The main motivation for the midterm was my obsession with the content of the posts that could be found on the confessions pages of NYU Abu Dhabi. The posts had very amusing content, so I thought it would be interesting to see what would happen if posts were fed to a machine learning algorithm that would in turn generate its own “confessions”.
Another motivation was a couple of Twitter profiles that I found that were entirely managed by bots and spewed out random tweets at set frequencies.
Putting these two interests together gave rise to the ConfessorBot – A Twitter Bot that would tweet random NYU related confessions.
Strategy
The first step was to understand exactly how I can train and generate the random confessions. After a quick google search, I noticed the words “RNN” and “LSTM” show up almost on every hit for “Text Generation Machine Learning”. These were two resources that proved to be useful in understanding the theory behind the networks.
http://colah.github.io/posts/2015-08-Understanding-LSTMs/
https://machinelearningmastery.com/text-generation-lstm-recurrent-neural-networks-python-keras/
https://towardsdatascience.com/learn-how-recurrent-neural-networks-work-84e975feaaf7
https://skymind.ai/wiki/lstm
http://karpathy.github.io/2015/05/21/rnn-effectiveness/
I then began to read up on the technologies, but was soon overwhelmed by the vast intricacies that both of them posed. I then explored the different implementations of RNNs/LSTMs in Keras and Tensorflow (mostly the one shown in the Machine Learning Mastery article linked above).
This was the first major roadblock.
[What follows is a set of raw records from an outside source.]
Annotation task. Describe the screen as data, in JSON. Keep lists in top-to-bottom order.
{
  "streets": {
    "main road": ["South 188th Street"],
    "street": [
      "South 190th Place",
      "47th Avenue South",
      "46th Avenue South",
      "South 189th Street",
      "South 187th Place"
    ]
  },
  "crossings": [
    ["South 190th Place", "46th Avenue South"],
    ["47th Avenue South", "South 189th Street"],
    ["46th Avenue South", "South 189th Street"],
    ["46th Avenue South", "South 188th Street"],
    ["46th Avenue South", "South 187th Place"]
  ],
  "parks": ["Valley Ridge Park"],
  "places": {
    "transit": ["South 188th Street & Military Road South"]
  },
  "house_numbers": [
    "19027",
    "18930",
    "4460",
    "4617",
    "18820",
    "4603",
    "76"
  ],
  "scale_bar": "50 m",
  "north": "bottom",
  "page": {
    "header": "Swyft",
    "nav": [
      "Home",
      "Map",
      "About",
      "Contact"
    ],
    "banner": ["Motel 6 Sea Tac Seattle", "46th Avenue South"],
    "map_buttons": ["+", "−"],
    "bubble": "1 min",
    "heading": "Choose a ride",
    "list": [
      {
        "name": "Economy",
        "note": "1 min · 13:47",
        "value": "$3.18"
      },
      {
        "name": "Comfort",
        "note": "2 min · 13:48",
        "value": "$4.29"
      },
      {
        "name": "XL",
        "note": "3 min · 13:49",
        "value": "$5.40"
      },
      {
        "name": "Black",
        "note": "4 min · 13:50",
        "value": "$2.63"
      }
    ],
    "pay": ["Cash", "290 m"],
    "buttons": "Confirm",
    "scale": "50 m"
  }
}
Even though I followed the tutorial down to the letter, the code failed to compile and spawned many errors, so I attempted to resolve them one by one. After resolving two errors, I bumped into an error related to a dependency itself, and then came to realise that the article was relatively old, and so it was likely that the said dependency may have been deprecated. I did not want to spend much more time on this model so I began to look for another one.
Then, I came across Tensorflow’s own tutorial for text generation using RNNs and its eager execution module. This seemed much more promising and ultimately, I found out that it was. (More about the actual training and testing at the end)
After discussing my project with Aven, he suggested that I give more focus to get a working model first before focusing too heavily on the data collection itself, since the corpus that I wished to train on had to be collected manually by me. What made it tougher to collect this data was the fact that it was to be collected from Facebook. In my midterm proposal I stated that collecting data from Facebook would prove to be one of my biggest challenges, and eventually, it did prove to be quite hard indeed.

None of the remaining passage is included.